The function \(\frac{1}{\sin z}\) has a much nicer Laurent series at \(z = 0\), which is also an isolated singularity: \[\frac{1}{\sin z} = \frac{1}{z} + \frac{1}{6} z + \frac{7}{360}z^3 + \cdots\] It’s not important to know where I got this series from. It’s nice because there’s only one nonnegative term, and if we multiply by \(z\) we get a nice holomorphic function back, since the Laurent series no longer has any negative terms! We still know that \[\oint _{\left\lvert z \right\rvert = 1} \frac{1}{\sin z} dz = 2 \pi i.\]

But what about something nastier like \[\oint _{\left\lvert z \right\rvert = 1} \frac{\cos\left( z \right) - 1}{\sin\left(z\right)^2\left( z+4 \right)} dz?\] There’s no shot that I can compute the Laurent series of this thing.

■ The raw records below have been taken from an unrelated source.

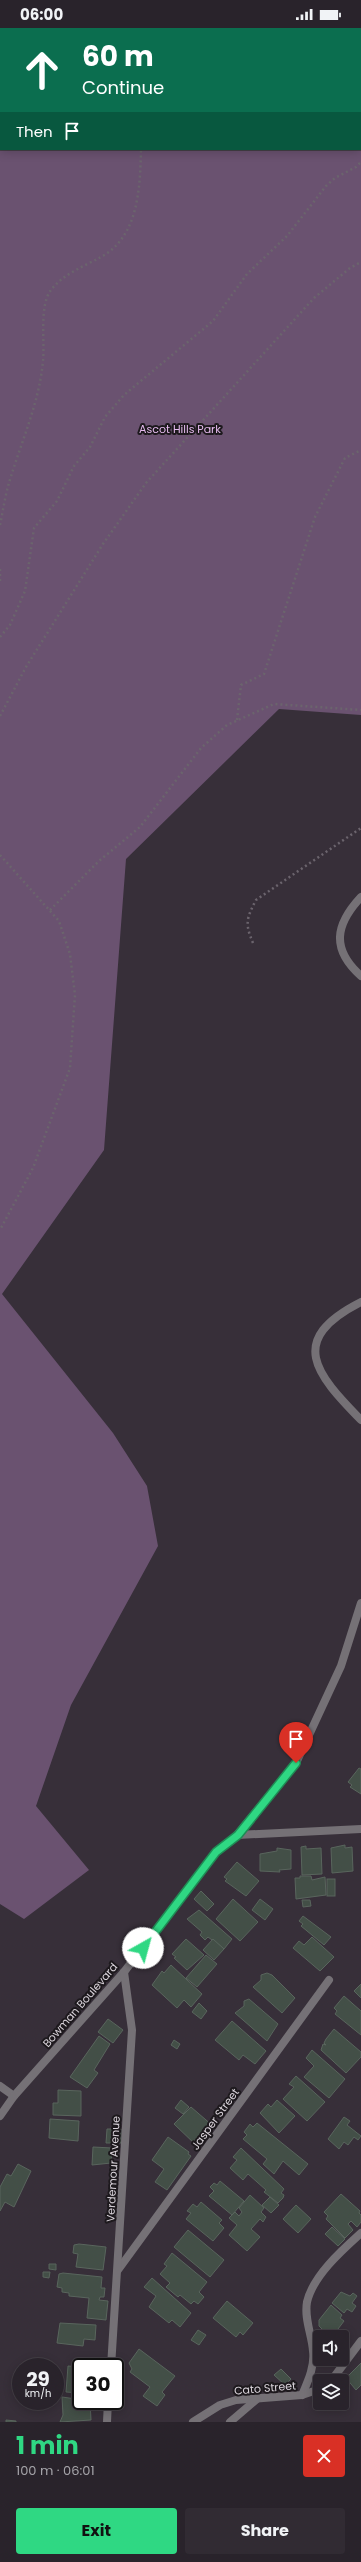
<!DOCTYPE html>
<html lang="en">
<head>
<meta charset="utf-8">
<style>
	:root { --surface:#29232b; --page:#312b33; --text:#f1f3f6; --muted:#a5a4a9; --line:#454047; --accent:#2fd883 }
	body { margin:0; font-family:Poppins,sans-serif; background:var(--page); color:var(--text); height:100vh; display:flex; flex-direction:column; font-size:15px; white-space:nowrap }
	* { box-sizing:border-box; margin:0 }
	p { font-size:13px; color:var(--muted) }
	.icon { flex:none; width:22px; height:22px; fill:none; stroke:currentColor; stroke-width:2; stroke-linecap:round; stroke-linejoin:round }
	.map { position:relative; height:2394px; overflow:hidden }
	.sheet { display:flex; flex-direction:column; background:var(--surface); flex:1 }
	.sheet>* { flex:none }
	.hud { position:absolute; left:0px; top:0px; width:361px; height:122px; box-shadow:0 2px 10px #0003,0 0 0 1px var(--line); background:#0b6e4f; color:#fff; overflow:hidden }
	.fabs { position:absolute; left:313px; top:2302px; display:grid; gap:8px }
	.fabs a { display:grid; place-items:center; width:36px; height:36px; border-radius:4px; background:var(--surface); box-shadow:0 2px 10px #0003,0 0 0 1px var(--line); font-size:20px }
	.speed { position:absolute; left:12px; top:2330px; display:flex; gap:8px; font-size:20px; font-weight:700; text-align:center }
	.speed>* { display:grid; place-content:center; width:52px; height:52px; border-radius:50%; background:var(--surface); box-shadow:0 2px 10px #0003,0 0 0 1px var(--line); line-height:1 }
	.speed small { font-size:10px; font-weight:400 }
	.speed .limit { border:2px solid #111; border-radius:6px; background:#fff; color:#111 }
	.pin { position:absolute; display:grid; place-items:center; width:34px; height:34px; color:#fff; margin:-41px -17px; border-radius:50% 50% 50% 0; rotate:-45deg; box-shadow:0 0 4px #0007 }
	.pin .icon { rotate:45deg }
	.me { position:absolute; width:44px; margin:-22px; rotate:38deg; stroke-linejoin:round; filter:drop-shadow(0 0 3px #0008) }
	.turn { display:flex; align-items:center; gap:14px; height:84px; padding:0 16px; font-size:18px }
	.turn .icon { width:52px; height:52px; stroke-width:2.5 }
	.turn b { display:block; font-size:28px; line-height:34px }
	.then { display:flex; align-items:center; height:38px; padding:0 16px; background:#0003; gap:8px; font-size:15px }
	.round { display:grid; place-items:center; flex:none; width:42px; height:42px; border-radius:4px; background:var(--page) }
	.headline { display:flex; align-items:center; justify-content:space-between; height:68px; padding:0 16px }
	h1 { font-size:24px; font-weight:700; line-height:30px; color:var(--accent) }
	.cta { display:flex; gap:8px; margin-top:auto; padding:8px 16px }
	.cta a { flex:1; height:46px; border-radius:4px; background:var(--accent); color:#111; font-size:16px; font-weight:700; line-height:46px; text-align:center }
	.cta a+a { background:var(--page); color:var(--text) }
	.status { display:flex; justify-content:space-between; align-items:center; height:28px; padding:0 20px; background:var(--surface); direction:ltr }
	.status svg { height:11px; fill:currentColor }
	.map>svg:first-child { display:block }
	.green { fill:#6a5270; fill-rule:evenodd }
	.building { fill:#434f47; stroke:#59655d }
	.lines { fill:none; stroke-linecap:round; stroke-linejoin:round }
	.path { stroke:#6b646d; stroke-width:2.5; stroke-dasharray:2 3; stroke-linecap:butt }
	.lane { stroke:#757176; stroke-width:8 }
	.street { stroke:#757176; stroke-width:8 }
	.route-casing { stroke:#1f8c55; stroke-width:10 }
	.route { stroke:#2fd883; stroke-width:7 }
	.labels { text-anchor:middle; dominant-baseline:central; stroke-width:4; stroke-linejoin:round; paint-order:stroke }
	.park-label { font-size:11px; fill:#e6bbef; stroke:#1d191d }
	.street-label { font-size:11px; fill:#dbd5dc; stroke:#1d191d }
</style>
</head>
<body>
<div class="status"><b>06:00</b><svg viewBox="0 0 49 12"><path d="M0 12V9h3v3zM5 12V6h3v6zM10 12V3h3v9zM15 12V0h3v12zM26 1h20v11H26zM47 4h2v5h-2z"/></svg></div>
<div class="map">
<svg width="361" height="2394" viewBox="0 0 361 2394">
	<rect width="100%" height="100%" fill="#372f39"/>
	<path class="green" d="M 0,0 L 361,0 L 361,687 L 279,681 L 126,831 L 104,1122 L 2,1266 L 113,1405 L 147,1458 L 158,1518 L 71,1677 L 36,1778 L 89,1842 L 24,1891 L 0,1876 ZM 1,1 L 360,1 L 360,121 L 1,121 Z"/>
	<g class="building">
		<polygon points="359,1740 361,1741 361,1766 350,1759 352,1757 348,1754"/>
		<polygon points="345,1817 345,1820 352,1819 353,1843 332,1845 331,1820"/>
		<polygon points="306,1818 306,1821 321,1820 322,1846 302,1847 301,1819"/>
		<polygon points="277,1820 291,1822 291,1841 279,1842 280,1844 260,1843 260,1826 277,1823"/>
		<polygon points="237,1834 259,1853 246,1868 225,1853 227,1851 224,1849"/>
		<polygon points="300,1848 311,1848 312,1852 325,1849 326,1867 296,1871 295,1850 300,1850"/>
		<rect x="327" y="1851" width="8" height="17"/>
		<polygon points="201,1863 214,1876 207,1883 194,1871"/>
		<polygon points="233,1871 258,1894 240,1913 216,1891"/>
		<polygon points="260,1871 273,1881 265,1892 252,1882"/>
		<polygon points="302,1872 310,1872 311,1878 303,1879"/>
		<polygon points="199,1882 232,1911 224,1921 208,1909 205,1912 200,1907 202,1904 187,1891"/>
		<polygon points="303,1888 331,1909 324,1917 301,1898 303,1896 299,1893"/>
		<polygon points="312,1909 334,1929 320,1943 293,1920 299,1913 304,1917"/>
		<polygon points="186,1911 204,1927 187,1942 174,1930 176,1929 172,1926"/>
		<polygon points="213,1911 224,1921 214,1932 203,1922"/>
		<polygon points="206,1927 217,1936 197,1959 186,1950"/>
		<polygon points="171,1937 202,1966 191,1979 184,1972 177,1980 152,1957 162,1943 164,1945"/>
		<polygon points="267,1945 272,1947 295,1970 282,1985 253,1959 261,1952 261,1947"/>
		<polygon points="361,1956 361,1970 354,1963"/>
		<polygon points="344,1968 361,1983 361,2007 335,1986 337,1983 334,1980"/>
		<polygon points="249,1971 278,1996 267,2013 235,1985 244,1978 244,1973"/>
		<polygon points="199,1975 207,1983 201,1991 192,1984"/>
		<polygon points="108,1991 123,2002 113,2015 98,2004"/>
		<polygon points="232,1993 266,2023 255,2036 243,2027 239,2032 215,2012"/>
		<polygon points="334,2001 361,2024 361,2029 346,2045 321,2022 323,2016 326,2017 324,2015 326,2011"/>
		<polygon points="99,2008 110,2016 94,2042 98,2045 87,2060 70,2049"/>
		<polygon points="174,2012 180,2016 177,2021 171,2017"/>
		<polygon points="312,2022 345,2051 329,2070 304,2049 314,2038 306,2030"/>
		<polygon points="296,2048 325,2074 307,2093 283,2071 294,2059 289,2056"/>
		<polygon points="58,2062 81,2063 81,2088 53,2087 53,2075 58,2075"/>
		<polygon points="181,2072 189,2079 183,2086 175,2080"/>
		<polygon points="277,2072 295,2088 279,2105 260,2085 268,2076 271,2079"/>
		<polygon points="191,2079 213,2098 197,2118 174,2096"/>
		<polygon points="344,2089 350,2093 347,2097 361,2108 358,2112 354,2109 348,2117 344,2114 339,2121 328,2111"/>
		<polygon points="50,2091 79,2093 78,2113 49,2110"/>
		<polygon points="257,2095 308,2136 299,2147 283,2133 274,2146 263,2136 267,2131 243,2111 247,2107 244,2104 250,2096 253,2099"/>
		<polygon points="107,2101 121,2101 121,2115 106,2115"/>
		<polygon points="168,2109 189,2124 188,2126 191,2128 167,2162 155,2154 164,2141 152,2132"/>
		<polygon points="93,2119 112,2120 111,2135 92,2137"/>
		<polygon points="241,2120 284,2161 281,2165 284,2167 283,2170 278,2175 264,2164 266,2162 248,2146 243,2152 230,2140 237,2132 233,2129"/>
		<polygon points="18,2136 31,2143 14,2179 5,2174 0,2183 0,2159 7,2146 11,2148"/>
		<polygon points="220,2153 244,2173 232,2187 209,2168 214,2163 210,2159 214,2155 217,2157"/>
		<polygon points="341,2166 360,2183 359,2185 361,2187 361,2194 357,2199 351,2193 348,2196 353,2202 345,2210 326,2191 328,2188 324,2184"/>
		<polygon points="250,2167 264,2180 261,2184 266,2189 263,2194 260,2191 251,2201 260,2209 247,2223 229,2207 237,2197 229,2190 235,2184 239,2188 242,2184 239,2180"/>
		<polygon points="270,2169 279,2177 271,2185 262,2177"/>
		<polygon points="201,2174 222,2192 219,2195 224,2200 213,2213 186,2191 191,2185 187,2183 193,2176 197,2179"/>
		<polygon points="296,2177 311,2191 298,2205 283,2191"/>
		<polygon points="332,2199 345,2211 338,2218 325,2206"/>
		<polygon points="188,2202 224,2232 210,2249 174,2219"/>
		<polygon points="79,2216 106,2219 103,2242 76,2239 78,2226 73,2225 74,2217"/>
		<polygon points="172,2225 207,2254 199,2264 204,2269 198,2276 194,2273 191,2276 180,2267 178,2269 166,2259 170,2255 160,2246 167,2238 164,2236"/>
		<polygon points="49,2236 56,2236 56,2242 49,2241"/>
		<polygon points="43,2244 50,2244 49,2250 43,2249"/>
		<polygon points="63,2245 102,2249 101,2260 105,2260 104,2269 100,2269 99,2272 108,2273 106,2292 87,2290 89,2270 69,2268 69,2265 62,2264 62,2260 57,2259 59,2246"/>
		<polygon points="152,2250 191,2285 180,2299 172,2292 169,2295 149,2279 156,2268 144,2259"/>
		<polygon points="341,2264 350,2268 353,2265 357,2268 352,2275 356,2278 352,2284 347,2281 344,2285 332,2275"/>
		<polygon points="227,2273 253,2295 243,2307 240,2304 236,2309 213,2290"/>
		<polygon points="331,2277 342,2287 340,2290 344,2293 332,2309 326,2309 322,2305 324,2303 319,2298 319,2292"/>
		<polygon points="60,2295 96,2297 95,2312 84,2311 83,2318 57,2315"/>
		<polygon points="198,2302 206,2307 199,2317 191,2312"/>
		<polygon points="139,2321 175,2348 162,2364 165,2367 157,2378 143,2368 150,2359 130,2344 132,2341 129,2335"/>
		<polygon points="361,2335 361,2357 356,2362 346,2350"/>
		<polygon points="68,2338 81,2339 81,2365 66,2364"/>
		<polygon points="281,2341 291,2351 285,2357 274,2347"/>
		<polygon points="62,2369 90,2373 91,2392 60,2394 63,2387"/>
		<polygon points="6,2392 16,2393 16,2394 6,2394"/>
	</g>
	<g class="lines">
		<g class="path">
			<polyline points="17,1 17,0"/>
			<polyline points="178,1 179,0"/>
			<polyline points="0,22 1,21"/>
			<path d="M 0,497 C 3,483 5,468 9,455 C 21,414 39,376 43,333 C 45,314 39,277 51,262 C 62,247 84,238 99,230 C 139,210 140,160 141,121"/>
			<polyline points="0,541 0,554"/>
			<polyline points="0,609 10,597 25,563 34,500 57,473 74,438 90,419 105,389 124,367 213,293 247,246 287,208 326,158 335,150 356,139 361,134"/>
			<polyline points="0,688 26,639 103,516 146,455 314,270 350,240 361,234"/>
			<polyline points="237,692 241,657 264,646 315,489 345,430 361,422"/>
			<polyline points="0,827 59,893 70,926 75,967 70,1040 33,1140 0,1202"/>
			<polyline points="50,882 99,833 140,799 201,720 227,697 274,676 361,682"/>
			<path d="M 253,915 C 245,896 246,891 256,872 L 361,800"/>
		</g>
		<g class="lane">
			<path d="M 361,869 C 335,897 331,921 361,948"/>
			<path d="M 361,1274 C 286,1312 316,1346 361,1392"/>
			<polyline points="237,1807 296,1735 341,1638 361,1575"/>
		</g>
		<g class="street">
			<polyline points="0,2058 14,2068"/>
			<polyline points="0,2088 14,2068 124,1944 216,1824 237,1807 361,1801"/>
			<polyline points="118,2242 329,1952"/>
			<polyline points="111,2339 132,2002 124,1944"/>
			<polyline points="331,2353 361,2313"/>
			<path d="M 302,2367 C 308,2353 315,2338 313,2323 C 312,2307 304,2291 307,2274 C 313,2248 341,2223 361,2205"/>
			<polyline points="107,2394 108,2373"/>
			<polyline points="193,2394 220,2377 236,2372 302,2367 320,2361"/>
			<polyline points="230,2394 257,2371"/>
		</g>
	</g>
	<g class="lines">
		<defs>
			<polyline id="route" points="143,1920 216,1824 238,1807 296,1735"/>
		</defs>
		<use href="#route" class="route-casing"/>
		<use href="#route" class="route"/>
	</g>
	<g class="labels">
		<g class="park-label">
			<text x="180" y="401">Ascot Hills Park</text>
		</g>
		<g class="street-label">
			<text transform="translate(80 1977) rotate(-49)">Bowman Boulevard</text>
			<text transform="translate(215 2091) rotate(-54)">Jasper Street</text>
			<text transform="translate(113 2141) rotate(-87)">Verdemour Avenue</text>
			<text transform="translate(265 2360) rotate(-5)">Cato Street</text>
		</g>
	</g>
</svg>
<div class="fabs">
<a><svg class="icon" aria-label="sound" viewBox="0 0 24 24"><path d="M4 9h4l5-4v14l-5-4H4zM17 9q2 3 0 6"/></svg></a>
<a><svg class="icon" aria-label="layers" viewBox="0 0 24 24"><path d="M12 4l9 5-9 5-9-5zM3 14l9 5 9-5"/></svg></a>
</div>
<div class="speed"><div>29<small>km/h</small></div><div class="limit">30</div></div>
<div class="pin" style="left:296px;top:1735px;background:#d93025"><svg class="icon" aria-label="arrive" viewBox="0 0 24 24"><path d="M6 21V4h12l-3 4 3 4H6"/></svg></div>
<svg class="me" style="left:143px;top:1920px" viewBox="-20 -20 40 40"><circle r="19" fill="#fff"/><path d="M0-13L10 11 0 6-10 11z" fill="#2fd883"/></svg>
<div class="hud">
<div class="turn"><svg class="icon" aria-label="ahead" viewBox="0 0 24 24"><path d="M12 20V5M6 11l6-6 6 6"/></svg><div><b>60 m</b>Continue</div></div>
<div class="then">Then<svg class="icon" aria-label="arrive" viewBox="0 0 24 24"><path d="M6 21V4h12l-3 4 3 4H6"/></svg></div>
</div>
</div>
<section class="sheet">
<div class="headline"><div><h1>1 min</h1><p>100 m · 06:01</p></div><a class="round" style="background:#d93025;color:#fff"><svg class="icon" aria-label="close" viewBox="0 0 24 24"><path d="M6 6l12 12M18 6L6 18"/></svg></a></div>
<div class="cta"><a>Exit</a><a>Share</a></div>
</section>
</body>
</html>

However, there is a way to compute just the \(a _{-1}\) term of the Laurent series using things we already know how to do.

Returning to the example of \(\frac{1}{\sin z}\), we know that \(\sin z\) has a simple pole at \(z=0\), hence \[z\cdot \frac{1}{\sin z} = a_0 + a_1 z + a_2 z^2 + \cdots\] should be a holomorphic function at \(z=0\)! We have “divided out” the zero of \(\sin z\). If we go backwards, we see that \[\frac{1}{\sin z} = \frac{a_0}{z} + a_1 + a_2 z + a_3z^2 + \cdots\] is our Laurent series, which converges exactly when our original Taylor series converges, except at \(z=0\), the centre of the Laurent series.

This is special because there’s only finitely many negative terms, in contrast to \(\exp \left( \frac{1}{z} \right)\)! This will eventually really simplify our computational lives.

Now suppose \(f(z)\) has a pole of order \(n\) at \(z_0\). We need a good way to compute its residue without having to do a bunch of garbage power series computations. We know \[f(z) = a _{-n} \left( z-z_0 \right) ^{-n} + \cdots + a _{-1} \left( z-z_0 \right) ^{-1} + a_0 + a_1 \left( z-z_0 \right) + \cdots\] Multiplying by \(\left( z-z_0 \right) ^{n}\), we have \[\left( z-z_0 \right) ^{n} f(z) = a _{-n} + a _{-n+1} \left( z-z_0 \right) ^{1} +\cdots + a _{-1} \left( z- z_0 \right) ^{n-1} + \cdots\] But this is just the Taylor series of \(\left( z-z_0 \right) ^{n} f(z)\) centred at \(z_0\)! So the residue, i.e. \(a _{-1}\), is equal to the Taylor coefficient of the \(\left( z-z_0 \right) ^{n-1}\) term, hence \[a _{-1} = \operatorname{Res} \left( f; z_0 \right) = \frac{1}{n!}\left. \frac{d ^{n-1}}{dz ^{n-1}} \left( z-z_0 \right) ^{n} f(z)\right\rvert_{z_0}.\]

You do not need to compute the Laurent series of this guy at each of the singularities. You just need to determine what the order of the pole is, then use the residue formula!